Прости меня, Роберт, за цитату, но ведь я цитировал и собственные стихи на эту тему. Ты просто не успел написать об этом сам, но я уверен, что лишь преждевременная смерть не позволила тебе всего договорить. И, чтобы никогда никакой подлец, правдами и неправдами раздобыв копию твоей поэмы, не посмел тебя в ней обвинить, я договорю за тебя, напомнив, что политический гипноз и наивный идеализм толкают и прекрасных людей на горькие заблуждения. Но те, кто, раскаявшись, делает всё, чтобы другие не повторили их ошибок, – те прощены. Поэтому я доскажу эту историю за тебя.
Появление такой поэмы, да еще подписанной чистым и многообещающим именем Роберта Рождественского, было бы крепкой подмогой лживой пропаганде, заполонившей газеты так называемыми «гневными откликами трудящихся» с явным антисемитским душком.
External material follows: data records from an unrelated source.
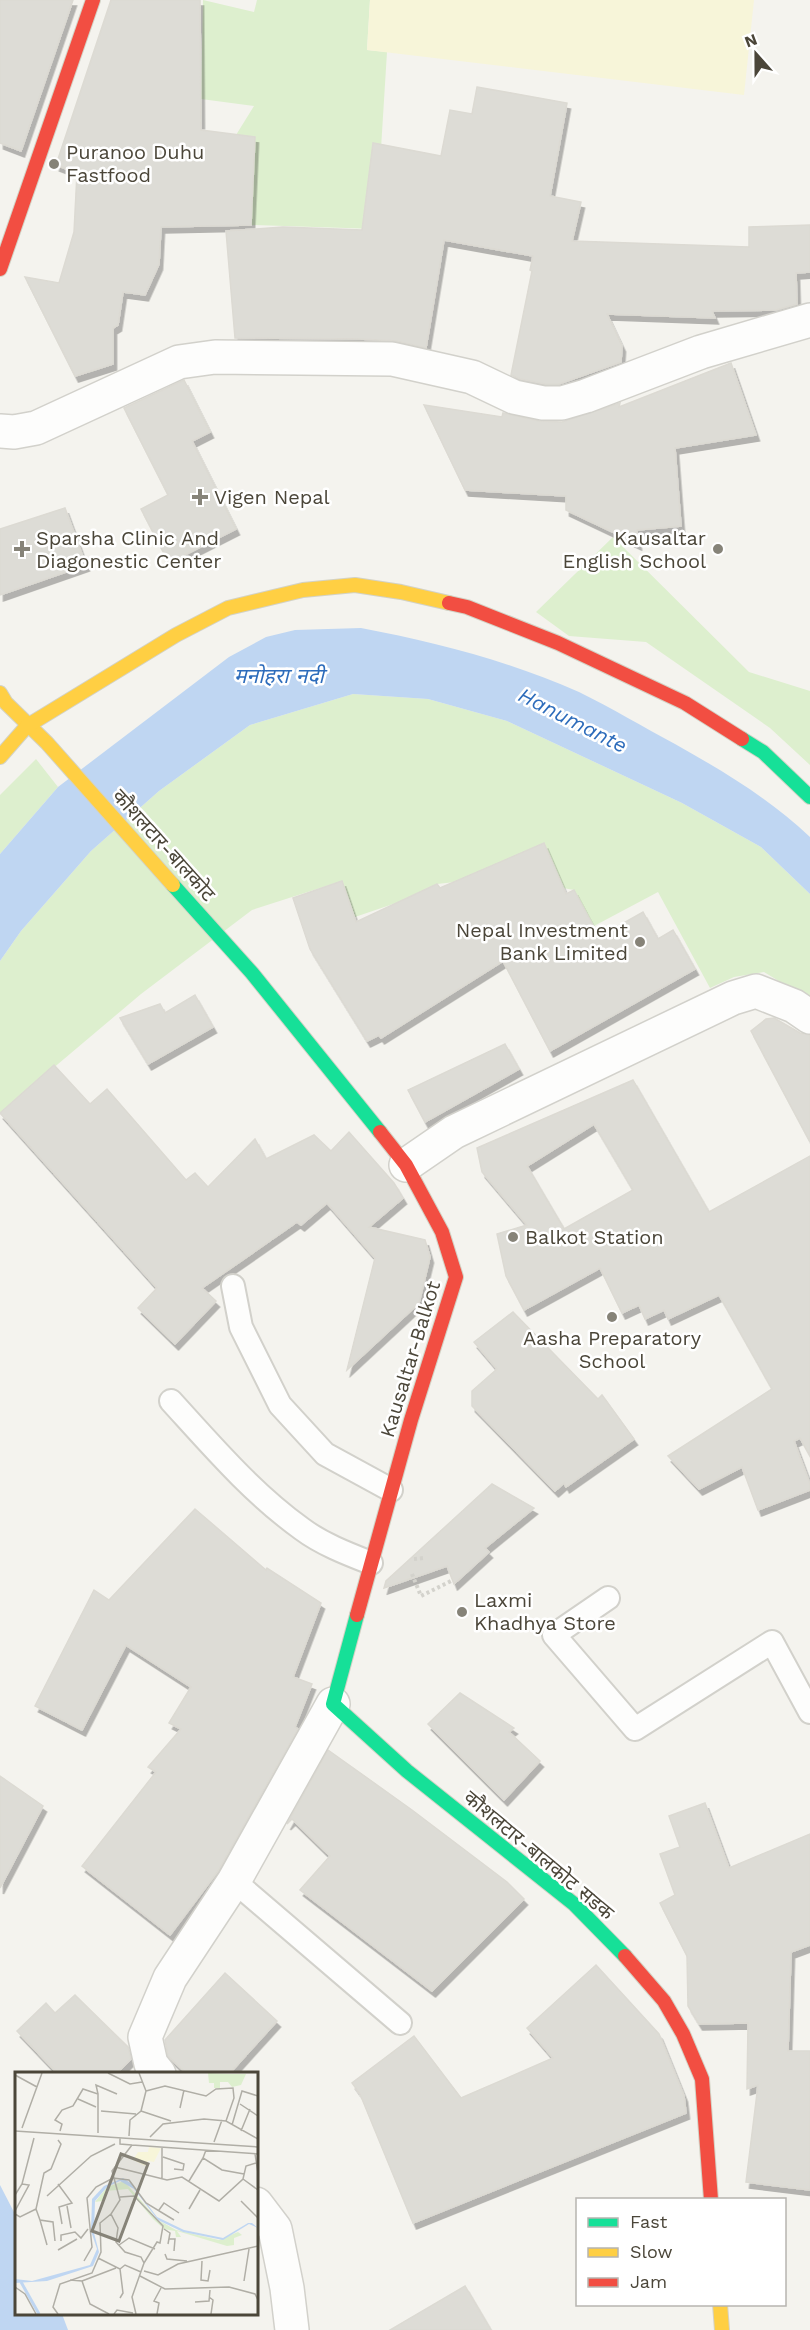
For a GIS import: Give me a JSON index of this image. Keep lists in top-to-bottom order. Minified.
{"streets":{"main road":["कौशलटार-बालकोट","Kausaltar-Balkot","कौशलटार-बालकोट सडक"]},"crossings":[["कौशलटार-बालकोट","Kausaltar-Balkot"],["Kausaltar-Balkot","कौशलटार-बालकोट सडक"]],"water":["मनोहरा नदी","Hanumante"],"places":{"other":["Puranoo Duhu Fastfood","Kausaltar English School","Nepal Investment Bank Limited","Balkot Station","Aasha Preparatory School","Laxmi Khadhya Store"],"health":["Vigen Nepal","Sparsha Clinic And Diagonestic Center"]},"legend":["Fast","Slow","Jam"],"north":"top"}
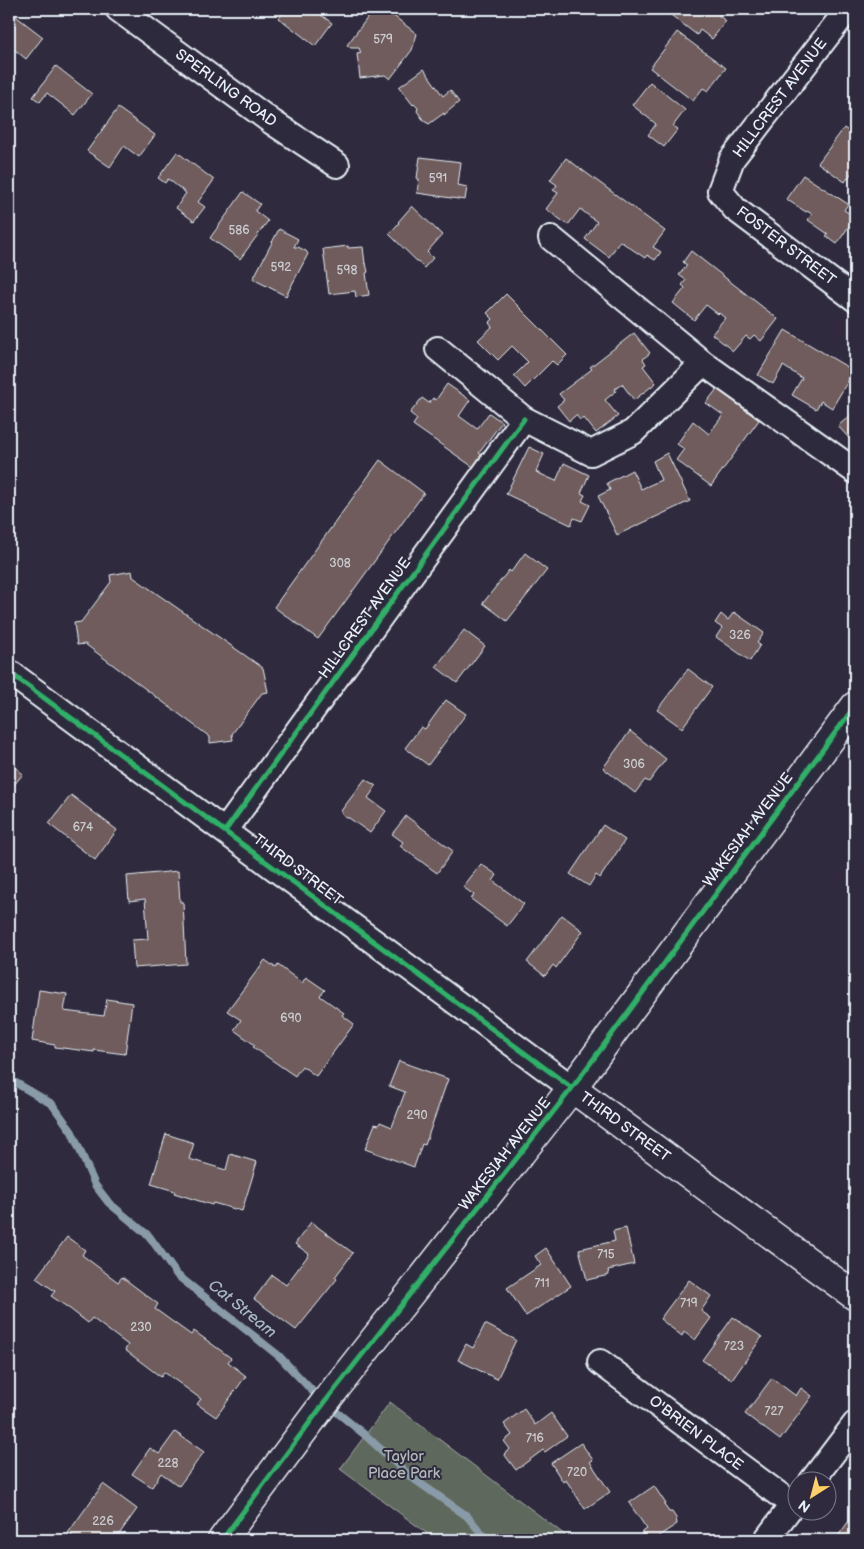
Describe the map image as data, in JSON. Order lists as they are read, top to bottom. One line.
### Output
{"streets":{"main road":["WAKESIAH AVENUE","THIRD STREET"],"street":["SPERLING ROAD","HILLCREST AVENUE","FOSTER STREET","O'BRIEN PLACE"]},"crossings":[["HILLCREST AVENUE","FOSTER STREET"],["HILLCREST AVENUE","THIRD STREET"],["WAKESIAH AVENUE","THIRD STREET"]],"water":["Cat Stream"],"parks":["Taylor Place Park"],"house_numbers":["579","591","586","592","598","308","326","306","674","690","290","715","711","719","230","723","727","716","228","720","226"],"north":"bottom left"}
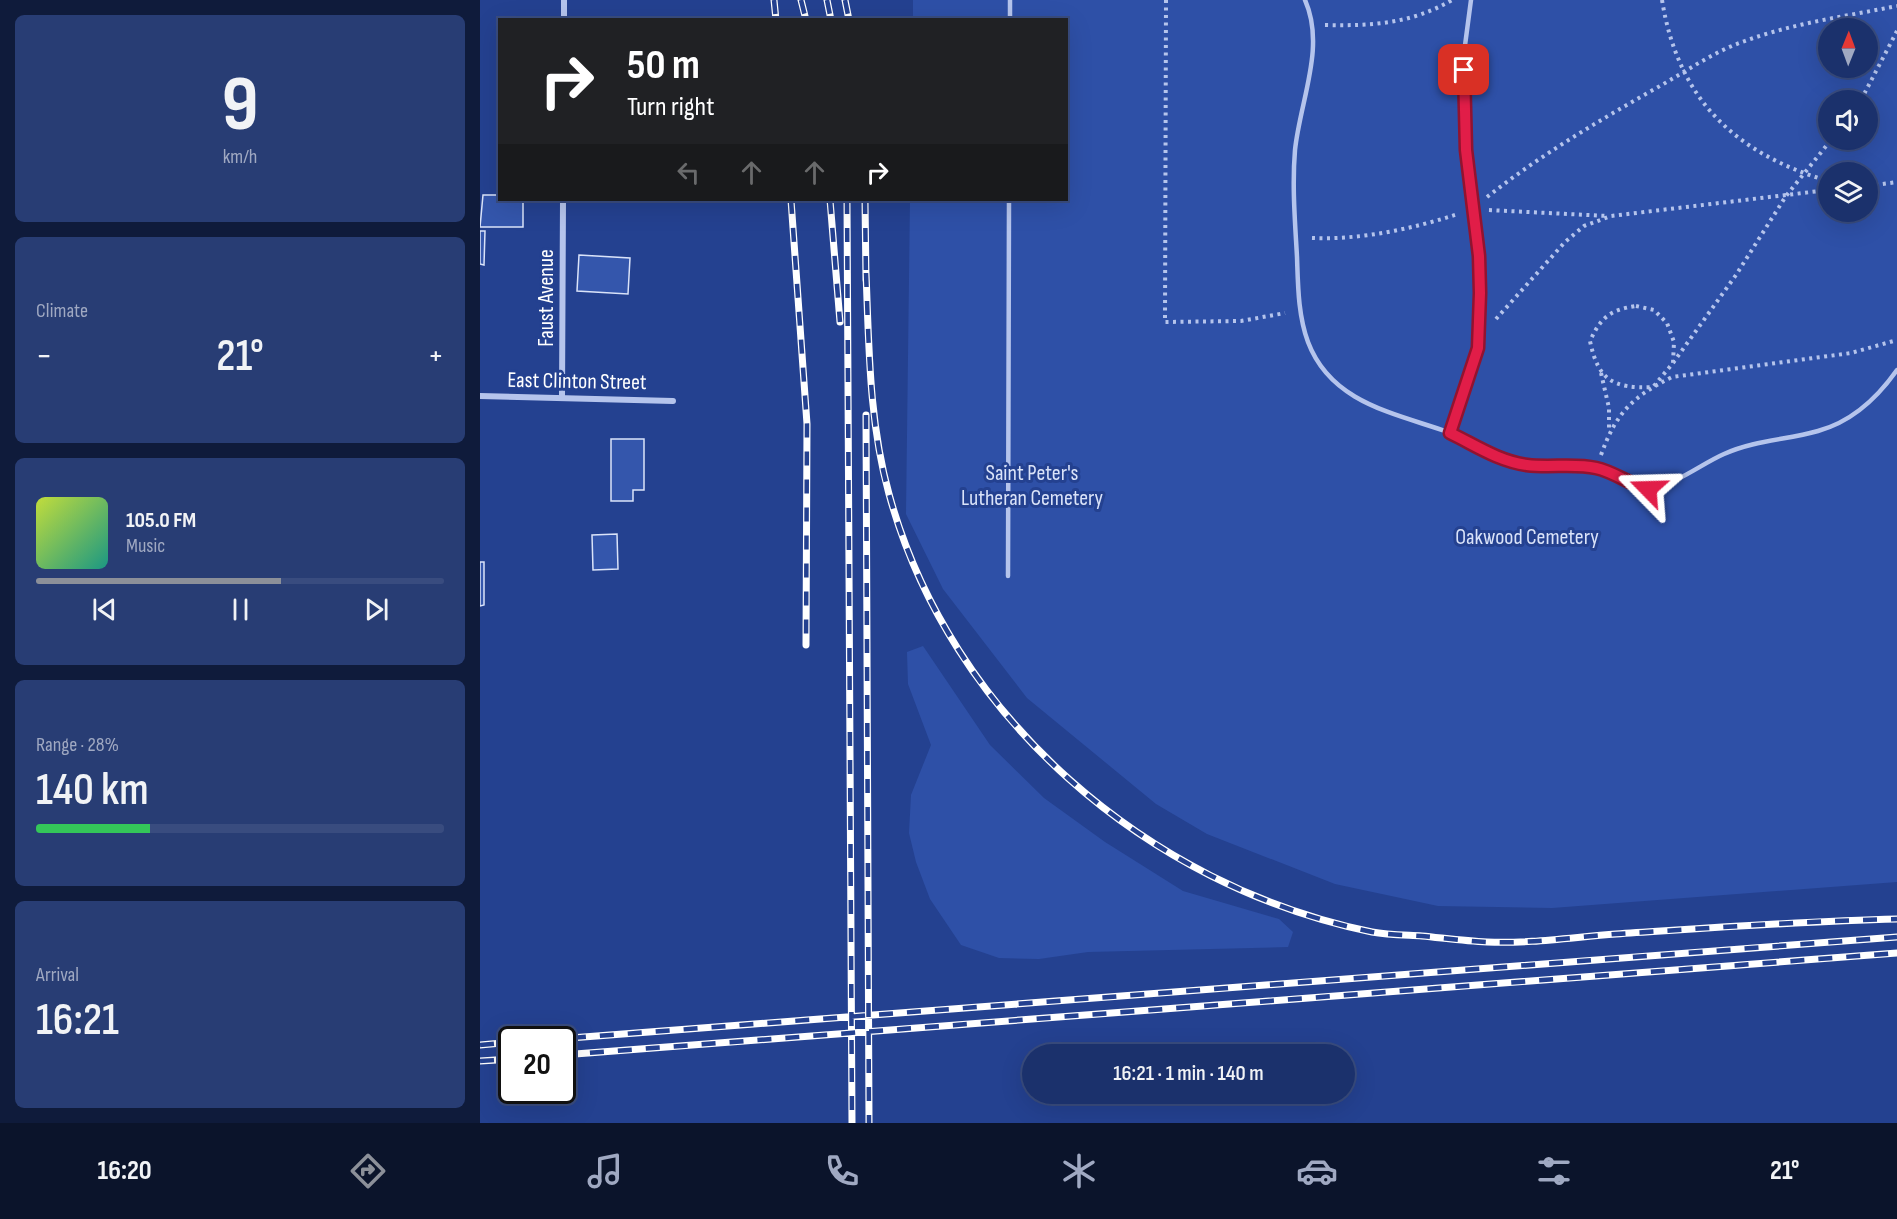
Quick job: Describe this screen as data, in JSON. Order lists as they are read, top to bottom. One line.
{"streets":{"street":["Faust Avenue","East Clinton Street"]},"crossings":[["Faust Avenue","East Clinton Street"]],"parks":["Saint Peter's Lutheran Cemetery","Oakwood Cemetery"],"north":"top","page":{"tile":[["9","km/h"],"Climate",["Range · 28%","140 km"],["Arrival","16:21"]],"turn":["50 m","Turn right"],"heat":["−","21°","+"],"song":["105.0 FM","Music"],"limit":"20","trip":"16:21 · 1 min · 140 m","tabs":["16:20","21°"]}}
Только «Литературка», где редактором был Константин Симонов, относительно прилично держалась. И вдруг он, один из любимейших наших поэтов, автор замечательных стихотворений «Жди меня» и «Ты помнишь, Алеша, дороги Смоленщины…», которые почти все в стране знали наизусть, на дискуссии о Маяковском в Союзе писателей, где присутствовал и я, призвал писателей немедля по-боевому взяться за перья. Помню симоновские слова:
– Если бы Маяковский был жив, первое, что бы он сделал, – он бы написал стихи о врачах-убийцах!
Тогда я, к счастью, уже понимал, что всё происходившее – это огромная бурлящая воронка лжи, засасывающая доверчивых людей.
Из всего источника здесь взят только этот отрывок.